Data for this exercise Block Start
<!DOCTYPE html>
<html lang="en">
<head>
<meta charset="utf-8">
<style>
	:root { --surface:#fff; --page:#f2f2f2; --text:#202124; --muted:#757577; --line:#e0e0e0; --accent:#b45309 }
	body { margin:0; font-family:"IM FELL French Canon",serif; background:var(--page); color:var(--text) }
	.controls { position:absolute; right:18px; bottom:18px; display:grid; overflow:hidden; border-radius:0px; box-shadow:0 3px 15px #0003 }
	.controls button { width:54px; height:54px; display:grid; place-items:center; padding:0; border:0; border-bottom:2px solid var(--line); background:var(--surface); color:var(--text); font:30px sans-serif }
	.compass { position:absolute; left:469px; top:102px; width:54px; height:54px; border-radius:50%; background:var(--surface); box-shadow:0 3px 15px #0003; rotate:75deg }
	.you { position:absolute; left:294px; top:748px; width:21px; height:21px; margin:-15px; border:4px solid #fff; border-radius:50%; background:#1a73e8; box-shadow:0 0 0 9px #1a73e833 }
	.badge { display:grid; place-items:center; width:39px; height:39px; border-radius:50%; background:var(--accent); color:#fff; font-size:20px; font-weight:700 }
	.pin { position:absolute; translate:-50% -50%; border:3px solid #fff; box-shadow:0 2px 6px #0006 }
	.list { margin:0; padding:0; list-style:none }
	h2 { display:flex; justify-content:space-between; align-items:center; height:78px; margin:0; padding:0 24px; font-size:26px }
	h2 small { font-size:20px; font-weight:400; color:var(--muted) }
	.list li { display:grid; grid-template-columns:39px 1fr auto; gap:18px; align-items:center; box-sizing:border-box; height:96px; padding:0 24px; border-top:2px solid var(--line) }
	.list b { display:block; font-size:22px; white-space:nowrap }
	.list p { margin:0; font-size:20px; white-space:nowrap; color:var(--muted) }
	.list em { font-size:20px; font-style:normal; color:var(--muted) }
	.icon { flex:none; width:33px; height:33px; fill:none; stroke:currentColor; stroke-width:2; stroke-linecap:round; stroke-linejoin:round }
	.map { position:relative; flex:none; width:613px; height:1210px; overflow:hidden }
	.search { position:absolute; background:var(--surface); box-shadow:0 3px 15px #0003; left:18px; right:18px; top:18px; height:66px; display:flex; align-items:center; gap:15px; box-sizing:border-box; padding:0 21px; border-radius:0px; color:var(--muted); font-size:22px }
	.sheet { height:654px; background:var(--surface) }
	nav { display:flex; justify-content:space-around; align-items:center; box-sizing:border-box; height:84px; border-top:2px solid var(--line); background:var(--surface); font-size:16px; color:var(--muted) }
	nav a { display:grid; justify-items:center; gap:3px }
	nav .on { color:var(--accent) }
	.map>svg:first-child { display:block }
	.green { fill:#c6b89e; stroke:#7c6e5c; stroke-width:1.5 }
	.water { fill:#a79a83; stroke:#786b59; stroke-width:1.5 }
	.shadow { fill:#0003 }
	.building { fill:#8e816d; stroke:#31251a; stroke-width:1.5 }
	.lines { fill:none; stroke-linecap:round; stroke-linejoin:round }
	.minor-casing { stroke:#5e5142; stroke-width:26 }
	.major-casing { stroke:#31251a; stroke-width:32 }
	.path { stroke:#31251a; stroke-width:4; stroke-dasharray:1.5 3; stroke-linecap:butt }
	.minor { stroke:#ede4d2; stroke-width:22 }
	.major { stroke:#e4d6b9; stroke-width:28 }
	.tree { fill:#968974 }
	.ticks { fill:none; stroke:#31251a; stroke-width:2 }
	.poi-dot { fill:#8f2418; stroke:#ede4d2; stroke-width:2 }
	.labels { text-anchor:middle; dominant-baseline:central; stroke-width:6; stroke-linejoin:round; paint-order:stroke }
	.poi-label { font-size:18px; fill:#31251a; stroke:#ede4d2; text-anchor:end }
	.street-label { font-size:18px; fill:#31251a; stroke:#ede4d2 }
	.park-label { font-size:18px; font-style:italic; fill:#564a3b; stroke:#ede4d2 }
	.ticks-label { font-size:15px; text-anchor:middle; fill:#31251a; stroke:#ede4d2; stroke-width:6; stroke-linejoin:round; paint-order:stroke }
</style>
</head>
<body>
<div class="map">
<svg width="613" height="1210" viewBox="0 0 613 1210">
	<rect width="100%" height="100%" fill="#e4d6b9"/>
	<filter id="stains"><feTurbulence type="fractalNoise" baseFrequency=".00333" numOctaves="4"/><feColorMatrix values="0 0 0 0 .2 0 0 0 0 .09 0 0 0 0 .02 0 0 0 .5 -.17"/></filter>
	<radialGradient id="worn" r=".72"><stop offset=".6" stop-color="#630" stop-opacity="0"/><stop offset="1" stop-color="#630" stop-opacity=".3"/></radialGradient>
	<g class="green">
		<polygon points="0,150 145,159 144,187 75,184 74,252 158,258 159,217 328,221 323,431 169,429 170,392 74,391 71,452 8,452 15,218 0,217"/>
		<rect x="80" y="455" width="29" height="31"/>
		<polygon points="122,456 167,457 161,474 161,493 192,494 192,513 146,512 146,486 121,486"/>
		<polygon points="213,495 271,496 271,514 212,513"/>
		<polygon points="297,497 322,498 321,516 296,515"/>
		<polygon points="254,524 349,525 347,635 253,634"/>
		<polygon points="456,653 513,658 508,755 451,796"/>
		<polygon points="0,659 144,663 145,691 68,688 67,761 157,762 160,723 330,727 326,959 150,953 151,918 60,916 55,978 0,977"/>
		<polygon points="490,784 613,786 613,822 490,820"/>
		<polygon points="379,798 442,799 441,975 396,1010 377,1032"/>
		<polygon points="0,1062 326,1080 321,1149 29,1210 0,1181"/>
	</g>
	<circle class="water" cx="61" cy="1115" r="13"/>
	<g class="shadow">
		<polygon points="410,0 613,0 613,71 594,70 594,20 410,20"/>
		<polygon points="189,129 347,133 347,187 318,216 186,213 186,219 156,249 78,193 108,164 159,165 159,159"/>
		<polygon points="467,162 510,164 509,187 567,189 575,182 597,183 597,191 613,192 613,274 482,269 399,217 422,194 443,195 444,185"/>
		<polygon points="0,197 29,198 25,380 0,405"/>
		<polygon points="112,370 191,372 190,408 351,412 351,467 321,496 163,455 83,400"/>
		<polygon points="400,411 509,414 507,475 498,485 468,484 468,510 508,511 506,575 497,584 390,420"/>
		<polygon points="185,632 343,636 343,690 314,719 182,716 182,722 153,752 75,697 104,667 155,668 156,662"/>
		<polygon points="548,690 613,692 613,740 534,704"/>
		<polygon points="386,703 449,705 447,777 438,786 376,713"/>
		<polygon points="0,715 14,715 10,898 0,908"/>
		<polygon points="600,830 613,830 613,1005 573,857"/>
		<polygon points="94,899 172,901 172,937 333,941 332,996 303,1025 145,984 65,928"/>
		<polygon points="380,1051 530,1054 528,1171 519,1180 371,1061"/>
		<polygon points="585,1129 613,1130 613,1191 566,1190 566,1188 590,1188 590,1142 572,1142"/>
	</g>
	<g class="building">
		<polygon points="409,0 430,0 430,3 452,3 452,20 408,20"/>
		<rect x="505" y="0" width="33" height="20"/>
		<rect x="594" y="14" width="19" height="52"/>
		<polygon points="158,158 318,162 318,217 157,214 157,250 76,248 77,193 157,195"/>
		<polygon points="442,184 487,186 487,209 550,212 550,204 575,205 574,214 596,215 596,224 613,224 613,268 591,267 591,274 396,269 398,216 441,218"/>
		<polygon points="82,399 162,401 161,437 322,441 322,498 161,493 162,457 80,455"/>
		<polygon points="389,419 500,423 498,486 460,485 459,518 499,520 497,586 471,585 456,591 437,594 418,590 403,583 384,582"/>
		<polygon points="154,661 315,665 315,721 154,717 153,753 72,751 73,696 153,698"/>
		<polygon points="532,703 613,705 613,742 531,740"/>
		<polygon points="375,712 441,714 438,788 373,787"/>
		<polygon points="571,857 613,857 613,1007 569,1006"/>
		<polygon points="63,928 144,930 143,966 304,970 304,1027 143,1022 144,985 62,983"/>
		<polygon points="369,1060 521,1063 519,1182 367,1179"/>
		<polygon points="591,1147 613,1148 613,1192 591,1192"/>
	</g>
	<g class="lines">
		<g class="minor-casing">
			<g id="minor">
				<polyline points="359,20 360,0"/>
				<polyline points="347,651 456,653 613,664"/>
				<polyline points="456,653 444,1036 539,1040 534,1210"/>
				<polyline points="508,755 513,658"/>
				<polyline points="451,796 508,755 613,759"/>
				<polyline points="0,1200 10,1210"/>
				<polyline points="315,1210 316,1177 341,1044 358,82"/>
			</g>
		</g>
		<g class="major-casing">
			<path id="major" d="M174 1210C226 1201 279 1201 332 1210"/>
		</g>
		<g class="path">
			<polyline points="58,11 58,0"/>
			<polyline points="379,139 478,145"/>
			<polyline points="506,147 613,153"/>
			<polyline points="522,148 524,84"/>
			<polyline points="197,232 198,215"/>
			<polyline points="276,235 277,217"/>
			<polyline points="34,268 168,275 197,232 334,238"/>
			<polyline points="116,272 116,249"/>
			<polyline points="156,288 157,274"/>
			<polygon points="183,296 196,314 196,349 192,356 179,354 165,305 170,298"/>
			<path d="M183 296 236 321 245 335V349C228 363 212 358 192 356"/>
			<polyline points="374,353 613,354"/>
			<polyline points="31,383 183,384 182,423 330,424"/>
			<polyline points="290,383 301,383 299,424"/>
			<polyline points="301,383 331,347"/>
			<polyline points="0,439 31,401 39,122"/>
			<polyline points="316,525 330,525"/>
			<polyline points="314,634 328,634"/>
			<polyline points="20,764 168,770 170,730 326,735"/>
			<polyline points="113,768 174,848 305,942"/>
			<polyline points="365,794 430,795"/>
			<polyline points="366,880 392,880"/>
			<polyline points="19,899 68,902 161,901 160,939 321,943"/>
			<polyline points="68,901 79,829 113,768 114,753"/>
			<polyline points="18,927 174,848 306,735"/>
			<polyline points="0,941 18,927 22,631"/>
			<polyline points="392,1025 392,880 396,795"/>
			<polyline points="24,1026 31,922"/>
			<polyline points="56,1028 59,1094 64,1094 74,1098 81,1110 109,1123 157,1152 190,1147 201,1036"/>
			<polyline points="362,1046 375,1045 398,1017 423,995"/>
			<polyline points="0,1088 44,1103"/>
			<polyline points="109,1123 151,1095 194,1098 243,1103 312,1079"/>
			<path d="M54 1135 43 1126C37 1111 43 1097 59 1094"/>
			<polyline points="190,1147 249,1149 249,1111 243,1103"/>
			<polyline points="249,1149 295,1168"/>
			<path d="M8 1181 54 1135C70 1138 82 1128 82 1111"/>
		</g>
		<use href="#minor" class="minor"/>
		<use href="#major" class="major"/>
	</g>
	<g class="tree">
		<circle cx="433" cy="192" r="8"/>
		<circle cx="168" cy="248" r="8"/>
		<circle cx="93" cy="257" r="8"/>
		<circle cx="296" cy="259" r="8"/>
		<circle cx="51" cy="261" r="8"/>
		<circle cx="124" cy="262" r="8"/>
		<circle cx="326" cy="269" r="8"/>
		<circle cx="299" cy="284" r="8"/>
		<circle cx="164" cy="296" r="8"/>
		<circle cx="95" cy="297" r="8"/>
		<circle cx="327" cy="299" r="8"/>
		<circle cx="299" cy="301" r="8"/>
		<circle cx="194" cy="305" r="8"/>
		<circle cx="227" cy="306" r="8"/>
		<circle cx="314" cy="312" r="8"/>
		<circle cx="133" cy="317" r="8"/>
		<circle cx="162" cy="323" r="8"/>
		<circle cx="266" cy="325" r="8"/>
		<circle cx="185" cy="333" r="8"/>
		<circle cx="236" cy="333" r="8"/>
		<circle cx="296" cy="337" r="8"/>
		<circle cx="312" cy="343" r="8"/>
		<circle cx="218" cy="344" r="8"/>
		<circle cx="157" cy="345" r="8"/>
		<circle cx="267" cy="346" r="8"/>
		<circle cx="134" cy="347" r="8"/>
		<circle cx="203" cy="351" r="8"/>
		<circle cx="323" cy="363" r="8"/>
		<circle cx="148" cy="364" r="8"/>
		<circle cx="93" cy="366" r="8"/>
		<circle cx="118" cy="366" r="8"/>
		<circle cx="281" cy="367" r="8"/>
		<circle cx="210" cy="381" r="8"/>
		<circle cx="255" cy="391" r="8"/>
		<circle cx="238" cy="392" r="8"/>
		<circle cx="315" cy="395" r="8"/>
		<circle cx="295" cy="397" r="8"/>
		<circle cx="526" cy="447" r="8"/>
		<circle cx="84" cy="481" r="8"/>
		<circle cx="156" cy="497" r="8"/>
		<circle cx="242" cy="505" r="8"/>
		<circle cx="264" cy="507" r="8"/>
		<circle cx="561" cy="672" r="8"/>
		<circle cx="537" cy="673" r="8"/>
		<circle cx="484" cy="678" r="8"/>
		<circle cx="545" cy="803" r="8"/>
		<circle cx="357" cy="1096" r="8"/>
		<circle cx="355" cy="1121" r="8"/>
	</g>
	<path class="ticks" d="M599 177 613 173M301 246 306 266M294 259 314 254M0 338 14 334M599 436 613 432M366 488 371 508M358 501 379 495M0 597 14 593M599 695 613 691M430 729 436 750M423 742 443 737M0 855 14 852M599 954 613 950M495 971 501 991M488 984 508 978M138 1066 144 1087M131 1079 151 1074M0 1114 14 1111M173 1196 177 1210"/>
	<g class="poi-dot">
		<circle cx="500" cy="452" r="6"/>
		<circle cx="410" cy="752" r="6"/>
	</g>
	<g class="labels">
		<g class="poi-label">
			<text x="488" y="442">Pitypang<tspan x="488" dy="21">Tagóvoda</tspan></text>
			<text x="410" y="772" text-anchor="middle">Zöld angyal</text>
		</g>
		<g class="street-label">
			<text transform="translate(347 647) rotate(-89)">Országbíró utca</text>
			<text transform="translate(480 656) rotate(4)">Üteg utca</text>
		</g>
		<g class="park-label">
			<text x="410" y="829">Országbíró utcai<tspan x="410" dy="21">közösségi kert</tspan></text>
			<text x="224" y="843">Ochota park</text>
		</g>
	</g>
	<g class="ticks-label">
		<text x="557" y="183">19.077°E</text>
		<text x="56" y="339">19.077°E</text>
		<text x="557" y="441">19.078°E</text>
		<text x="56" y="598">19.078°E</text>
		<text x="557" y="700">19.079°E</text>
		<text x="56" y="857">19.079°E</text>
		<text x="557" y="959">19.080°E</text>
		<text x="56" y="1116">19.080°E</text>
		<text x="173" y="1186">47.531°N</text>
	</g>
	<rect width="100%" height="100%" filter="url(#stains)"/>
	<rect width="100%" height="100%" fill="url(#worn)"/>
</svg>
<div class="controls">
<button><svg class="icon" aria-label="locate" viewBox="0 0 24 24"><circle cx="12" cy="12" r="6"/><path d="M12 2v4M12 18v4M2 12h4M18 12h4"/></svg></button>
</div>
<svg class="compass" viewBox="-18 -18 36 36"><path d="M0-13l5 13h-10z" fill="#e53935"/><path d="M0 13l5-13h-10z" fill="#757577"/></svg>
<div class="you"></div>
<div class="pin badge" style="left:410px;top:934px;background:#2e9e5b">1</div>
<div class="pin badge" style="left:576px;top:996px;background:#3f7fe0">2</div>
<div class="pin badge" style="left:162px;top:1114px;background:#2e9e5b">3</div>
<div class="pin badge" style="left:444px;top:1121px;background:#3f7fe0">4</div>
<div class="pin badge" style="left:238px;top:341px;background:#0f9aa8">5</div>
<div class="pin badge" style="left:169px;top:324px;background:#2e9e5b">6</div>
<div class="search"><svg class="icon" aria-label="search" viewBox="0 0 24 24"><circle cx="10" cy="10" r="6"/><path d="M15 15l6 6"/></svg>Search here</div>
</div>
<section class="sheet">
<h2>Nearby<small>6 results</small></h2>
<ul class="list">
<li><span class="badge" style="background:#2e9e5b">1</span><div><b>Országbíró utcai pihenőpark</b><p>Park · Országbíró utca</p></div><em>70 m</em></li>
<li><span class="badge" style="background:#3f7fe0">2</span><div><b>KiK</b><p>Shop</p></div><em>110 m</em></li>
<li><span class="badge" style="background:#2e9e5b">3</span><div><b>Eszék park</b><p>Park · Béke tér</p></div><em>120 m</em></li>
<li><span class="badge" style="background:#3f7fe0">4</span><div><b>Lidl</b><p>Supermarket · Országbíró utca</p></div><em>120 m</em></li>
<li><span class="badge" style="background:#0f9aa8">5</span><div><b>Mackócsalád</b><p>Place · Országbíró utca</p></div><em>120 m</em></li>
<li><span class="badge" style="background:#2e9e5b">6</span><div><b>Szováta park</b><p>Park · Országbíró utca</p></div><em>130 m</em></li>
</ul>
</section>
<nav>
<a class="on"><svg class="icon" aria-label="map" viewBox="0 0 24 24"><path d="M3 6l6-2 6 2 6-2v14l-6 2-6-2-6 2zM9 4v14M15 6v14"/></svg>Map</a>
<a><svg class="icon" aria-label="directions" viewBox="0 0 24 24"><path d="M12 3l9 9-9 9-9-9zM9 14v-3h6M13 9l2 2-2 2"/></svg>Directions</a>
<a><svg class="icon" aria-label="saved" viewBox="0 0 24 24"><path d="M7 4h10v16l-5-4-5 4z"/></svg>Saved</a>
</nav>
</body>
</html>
Data for this exercise Block End
* **Prompt**
For this task, copy every line of the material in which "labels" appears.

* **Written reply**
	.labels { text-anchor:middle; dominant-baseline:central; stroke-width:6; stroke-linejoin:round; paint-order:stroke }
	<g class="labels">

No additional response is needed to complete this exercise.